The primary gas in a volcano is: carbon dioxide, sulfur dioxide, water vapor, nitrogen.

Physics

2 answers:

vaieri [72.5K]2 years ago

7 0

Answer:

The primary components in volcanic gas are water vapor, carbon dioxide and sulfur (either sulfur dioxide or hydrogen sulfide). But you can also find nitrogen, argon, helium, neon, methane, carbon dioxide and hydrogen. Approximately 60% of total emissions released by volcanoes is water vapor, and carbon dioxide accounts for 10 to 40% of emissions.

Explanation:

Mice21 [21]2 years ago

6 0

Answer:

Water vapor

Explanation:

The magma consists of dissolved gases when these gases produce the force the volcanic eruption takes place. The volcanic gases come out and their volume is increased tremendously.
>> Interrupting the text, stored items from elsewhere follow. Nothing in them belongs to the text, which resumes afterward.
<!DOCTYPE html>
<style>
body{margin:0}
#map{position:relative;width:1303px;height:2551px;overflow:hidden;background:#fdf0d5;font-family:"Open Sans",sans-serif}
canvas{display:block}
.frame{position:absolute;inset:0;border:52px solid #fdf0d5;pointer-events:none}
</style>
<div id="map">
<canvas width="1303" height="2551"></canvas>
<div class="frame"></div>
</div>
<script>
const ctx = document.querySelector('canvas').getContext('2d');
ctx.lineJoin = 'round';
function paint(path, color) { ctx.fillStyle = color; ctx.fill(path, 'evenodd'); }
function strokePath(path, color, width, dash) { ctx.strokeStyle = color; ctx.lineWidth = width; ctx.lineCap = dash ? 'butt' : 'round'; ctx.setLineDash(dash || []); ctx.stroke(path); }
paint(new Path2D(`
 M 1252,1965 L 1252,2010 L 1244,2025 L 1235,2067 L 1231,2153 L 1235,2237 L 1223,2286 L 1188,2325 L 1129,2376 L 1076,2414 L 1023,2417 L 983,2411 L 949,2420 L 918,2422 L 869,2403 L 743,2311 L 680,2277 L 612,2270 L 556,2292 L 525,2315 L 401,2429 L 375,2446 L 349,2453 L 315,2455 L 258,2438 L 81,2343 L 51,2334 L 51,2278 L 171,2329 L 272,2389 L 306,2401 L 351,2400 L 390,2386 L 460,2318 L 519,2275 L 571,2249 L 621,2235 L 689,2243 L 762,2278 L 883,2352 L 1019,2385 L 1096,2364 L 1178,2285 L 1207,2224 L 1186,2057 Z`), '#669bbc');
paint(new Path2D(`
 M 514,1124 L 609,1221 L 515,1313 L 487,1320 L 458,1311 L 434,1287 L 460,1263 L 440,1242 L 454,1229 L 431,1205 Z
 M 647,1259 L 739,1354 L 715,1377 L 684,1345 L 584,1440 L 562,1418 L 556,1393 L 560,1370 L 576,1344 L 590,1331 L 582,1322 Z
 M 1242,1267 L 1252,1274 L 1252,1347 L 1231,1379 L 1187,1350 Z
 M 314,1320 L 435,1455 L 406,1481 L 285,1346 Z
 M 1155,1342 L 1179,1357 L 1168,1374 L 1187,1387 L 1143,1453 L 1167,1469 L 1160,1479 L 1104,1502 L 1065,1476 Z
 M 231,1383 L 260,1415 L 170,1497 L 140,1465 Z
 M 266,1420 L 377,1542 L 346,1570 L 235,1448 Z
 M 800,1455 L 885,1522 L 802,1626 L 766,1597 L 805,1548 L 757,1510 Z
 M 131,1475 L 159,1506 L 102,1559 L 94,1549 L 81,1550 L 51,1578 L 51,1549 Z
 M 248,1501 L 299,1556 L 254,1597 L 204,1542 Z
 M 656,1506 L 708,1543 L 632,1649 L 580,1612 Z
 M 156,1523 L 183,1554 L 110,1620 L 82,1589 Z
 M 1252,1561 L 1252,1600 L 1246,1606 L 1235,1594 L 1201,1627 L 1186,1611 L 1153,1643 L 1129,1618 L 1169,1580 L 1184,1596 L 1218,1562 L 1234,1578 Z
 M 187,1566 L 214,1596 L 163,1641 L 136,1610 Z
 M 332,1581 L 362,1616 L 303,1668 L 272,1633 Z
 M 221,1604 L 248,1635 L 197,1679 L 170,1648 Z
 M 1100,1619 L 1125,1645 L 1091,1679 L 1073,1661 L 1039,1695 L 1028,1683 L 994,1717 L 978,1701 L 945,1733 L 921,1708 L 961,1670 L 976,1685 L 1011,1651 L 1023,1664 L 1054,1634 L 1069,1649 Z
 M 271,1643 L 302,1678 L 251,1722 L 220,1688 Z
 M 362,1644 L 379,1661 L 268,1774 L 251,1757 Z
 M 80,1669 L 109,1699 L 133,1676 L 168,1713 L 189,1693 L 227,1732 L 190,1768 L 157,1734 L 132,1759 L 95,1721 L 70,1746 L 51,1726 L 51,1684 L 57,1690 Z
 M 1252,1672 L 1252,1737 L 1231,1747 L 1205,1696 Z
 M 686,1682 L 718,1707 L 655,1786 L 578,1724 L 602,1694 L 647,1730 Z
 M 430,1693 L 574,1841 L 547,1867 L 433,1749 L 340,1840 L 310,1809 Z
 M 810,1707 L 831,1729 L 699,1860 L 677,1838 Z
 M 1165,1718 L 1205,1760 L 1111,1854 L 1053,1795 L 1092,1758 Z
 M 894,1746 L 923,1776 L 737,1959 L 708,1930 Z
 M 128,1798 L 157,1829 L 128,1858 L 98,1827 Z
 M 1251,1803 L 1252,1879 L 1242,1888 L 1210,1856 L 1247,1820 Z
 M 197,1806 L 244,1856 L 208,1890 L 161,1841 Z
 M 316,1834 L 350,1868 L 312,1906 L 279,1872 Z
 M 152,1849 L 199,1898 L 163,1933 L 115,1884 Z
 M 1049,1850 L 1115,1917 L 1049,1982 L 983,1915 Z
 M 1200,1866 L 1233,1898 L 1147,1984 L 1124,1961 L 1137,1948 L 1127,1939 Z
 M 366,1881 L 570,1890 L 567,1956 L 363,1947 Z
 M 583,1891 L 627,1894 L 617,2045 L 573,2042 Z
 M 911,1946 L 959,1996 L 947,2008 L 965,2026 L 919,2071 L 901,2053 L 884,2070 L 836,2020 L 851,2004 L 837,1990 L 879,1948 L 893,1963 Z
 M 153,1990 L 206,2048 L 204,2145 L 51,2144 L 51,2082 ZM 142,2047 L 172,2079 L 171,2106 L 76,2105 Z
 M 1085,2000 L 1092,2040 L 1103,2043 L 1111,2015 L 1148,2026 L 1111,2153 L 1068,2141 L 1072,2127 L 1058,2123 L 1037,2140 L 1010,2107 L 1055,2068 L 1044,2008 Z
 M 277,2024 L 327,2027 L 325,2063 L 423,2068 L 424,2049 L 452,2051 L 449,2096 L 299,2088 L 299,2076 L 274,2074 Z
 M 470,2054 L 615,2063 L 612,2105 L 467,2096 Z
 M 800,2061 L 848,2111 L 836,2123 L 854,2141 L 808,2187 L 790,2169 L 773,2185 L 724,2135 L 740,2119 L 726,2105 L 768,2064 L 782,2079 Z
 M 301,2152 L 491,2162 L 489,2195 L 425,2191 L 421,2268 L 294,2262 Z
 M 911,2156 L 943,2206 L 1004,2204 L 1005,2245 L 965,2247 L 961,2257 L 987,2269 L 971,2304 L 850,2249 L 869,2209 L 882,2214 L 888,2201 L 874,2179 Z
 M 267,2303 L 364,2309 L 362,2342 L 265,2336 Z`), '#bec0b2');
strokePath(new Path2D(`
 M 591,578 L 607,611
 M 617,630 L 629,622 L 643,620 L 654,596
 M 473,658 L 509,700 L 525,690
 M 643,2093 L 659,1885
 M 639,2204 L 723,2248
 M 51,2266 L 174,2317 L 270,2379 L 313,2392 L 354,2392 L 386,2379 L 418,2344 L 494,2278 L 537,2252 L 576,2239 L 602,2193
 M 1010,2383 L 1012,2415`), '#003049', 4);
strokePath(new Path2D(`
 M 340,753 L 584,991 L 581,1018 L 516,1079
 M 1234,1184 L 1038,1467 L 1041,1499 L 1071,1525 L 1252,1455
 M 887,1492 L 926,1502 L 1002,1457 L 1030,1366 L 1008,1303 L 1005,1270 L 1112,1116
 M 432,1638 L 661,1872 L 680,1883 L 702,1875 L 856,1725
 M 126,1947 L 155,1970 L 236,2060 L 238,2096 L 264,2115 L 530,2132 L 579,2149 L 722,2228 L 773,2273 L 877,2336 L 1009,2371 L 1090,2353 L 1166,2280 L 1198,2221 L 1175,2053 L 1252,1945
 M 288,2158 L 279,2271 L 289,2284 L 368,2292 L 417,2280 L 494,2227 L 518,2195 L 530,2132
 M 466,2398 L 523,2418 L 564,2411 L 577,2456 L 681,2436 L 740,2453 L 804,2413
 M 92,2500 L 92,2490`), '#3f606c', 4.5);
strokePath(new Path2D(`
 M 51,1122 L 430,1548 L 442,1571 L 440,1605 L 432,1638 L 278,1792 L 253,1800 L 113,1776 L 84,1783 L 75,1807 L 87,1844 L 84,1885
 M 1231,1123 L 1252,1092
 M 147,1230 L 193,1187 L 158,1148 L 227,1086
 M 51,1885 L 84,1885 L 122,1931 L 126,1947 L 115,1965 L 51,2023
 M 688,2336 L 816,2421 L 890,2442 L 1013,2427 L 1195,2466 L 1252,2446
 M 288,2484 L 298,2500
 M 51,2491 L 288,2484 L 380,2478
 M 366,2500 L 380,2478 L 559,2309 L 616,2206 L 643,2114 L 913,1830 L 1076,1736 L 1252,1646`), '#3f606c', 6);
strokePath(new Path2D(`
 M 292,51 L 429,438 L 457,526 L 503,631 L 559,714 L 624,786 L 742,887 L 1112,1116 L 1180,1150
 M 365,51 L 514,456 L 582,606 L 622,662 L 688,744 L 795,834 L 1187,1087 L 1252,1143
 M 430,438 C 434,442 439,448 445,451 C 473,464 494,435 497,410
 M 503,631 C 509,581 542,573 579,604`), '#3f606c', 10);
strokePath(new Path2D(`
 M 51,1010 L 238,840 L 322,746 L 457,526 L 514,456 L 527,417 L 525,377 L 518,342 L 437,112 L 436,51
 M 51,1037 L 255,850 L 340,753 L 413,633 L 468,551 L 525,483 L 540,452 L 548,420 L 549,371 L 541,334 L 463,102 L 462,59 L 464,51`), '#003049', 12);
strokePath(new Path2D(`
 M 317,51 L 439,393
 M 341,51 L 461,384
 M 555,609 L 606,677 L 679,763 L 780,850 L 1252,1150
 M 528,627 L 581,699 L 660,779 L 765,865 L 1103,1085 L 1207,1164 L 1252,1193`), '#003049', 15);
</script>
The gases present in the volcano are listed below:

The volcanic gases consist of water vapors, carbon dioxide, and sulfur.

These three are the primary gases but the water is present in a higher amount.

The percentage of water is 60%.

The carbon dioxide present in 10-40%.

Other gases present in volcanos are nitrogen, argon, helium, neon methane, and hydrogen.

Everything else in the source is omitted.